### TASK OBJECTIVE
Output every entry below exactly as it is written.

### MATERIAL FOR THE TASK
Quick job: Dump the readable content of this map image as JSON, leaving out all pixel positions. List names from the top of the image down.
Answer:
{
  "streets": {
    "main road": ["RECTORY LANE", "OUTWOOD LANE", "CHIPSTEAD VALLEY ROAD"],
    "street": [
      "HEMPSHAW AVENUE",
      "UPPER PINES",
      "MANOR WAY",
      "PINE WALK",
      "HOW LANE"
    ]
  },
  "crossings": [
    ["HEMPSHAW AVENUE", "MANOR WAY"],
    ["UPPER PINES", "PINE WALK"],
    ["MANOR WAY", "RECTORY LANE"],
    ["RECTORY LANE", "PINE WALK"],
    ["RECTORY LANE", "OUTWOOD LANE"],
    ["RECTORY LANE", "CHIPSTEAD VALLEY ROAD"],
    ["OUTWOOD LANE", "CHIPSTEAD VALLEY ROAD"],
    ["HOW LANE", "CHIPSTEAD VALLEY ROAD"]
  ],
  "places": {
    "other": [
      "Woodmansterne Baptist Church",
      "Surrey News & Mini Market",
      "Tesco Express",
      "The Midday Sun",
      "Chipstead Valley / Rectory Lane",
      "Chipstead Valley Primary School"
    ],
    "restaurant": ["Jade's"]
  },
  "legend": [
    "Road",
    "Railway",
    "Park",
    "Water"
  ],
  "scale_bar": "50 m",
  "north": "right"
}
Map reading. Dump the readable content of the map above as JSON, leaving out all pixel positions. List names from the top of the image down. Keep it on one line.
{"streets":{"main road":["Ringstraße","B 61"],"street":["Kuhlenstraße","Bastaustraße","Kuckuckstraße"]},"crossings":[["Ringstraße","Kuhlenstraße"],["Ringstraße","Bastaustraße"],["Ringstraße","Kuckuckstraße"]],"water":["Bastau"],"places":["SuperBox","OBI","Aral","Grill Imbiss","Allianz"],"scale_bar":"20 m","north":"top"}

### FINISHED TASK
Quick job: Dump the readable content of this map image as JSON, leaving out all pixel positions. List names from the top of the image down.
Answer:
{
  "streets": {
    "main road": ["RECTORY LANE", "OUTWOOD LANE", "CHIPSTEAD VALLEY ROAD"],
    "street": [
      "HEMPSHAW AVENUE",
      "UPPER PINES",
      "MANOR WAY",
      "PINE WALK",
      "HOW LANE"
    ]
  },
  "crossings": [
    ["HEMPSHAW AVENUE", "MANOR WAY"],
    ["UPPER PINES", "PINE WALK"],
    ["MANOR WAY", "RECTORY LANE"],
    ["RECTORY LANE", "PINE WALK"],
    ["RECTORY LANE", "OUTWOOD LANE"],
    ["RECTORY LANE", "CHIPSTEAD VALLEY ROAD"],
    ["OUTWOOD LANE", "CHIPSTEAD VALLEY ROAD"],
    ["HOW LANE", "CHIPSTEAD VALLEY ROAD"]
  ],
  "places": {
    "other": [
      "Woodmansterne Baptist Church",
      "Surrey News & Mini Market",
      "Tesco Express",
      "The Midday Sun",
      "Chipstead Valley / Rectory Lane",
      "Chipstead Valley Primary School"
    ],
    "restaurant": ["Jade's"]
  },
  "legend": [
    "Road",
    "Railway",
    "Park",
    "Water"
  ],
  "scale_bar": "50 m",
  "north": "right"
}
Map reading. Dump the readable content of the map above as JSON, leaving out all pixel positions. List names from the top of the image down. Keep it on one line.
{"streets":{"main road":["Ringstraße","B 61"],"street":["Kuhlenstraße","Bastaustraße","Kuckuckstraße"]},"crossings":[["Ringstraße","Kuhlenstraße"],["Ringstraße","Bastaustraße"],["Ringstraße","Kuckuckstraße"]],"water":["Bastau"],"places":["SuperBox","OBI","Aral","Grill Imbiss","Allianz"],"scale_bar":"20 m","north":"top"}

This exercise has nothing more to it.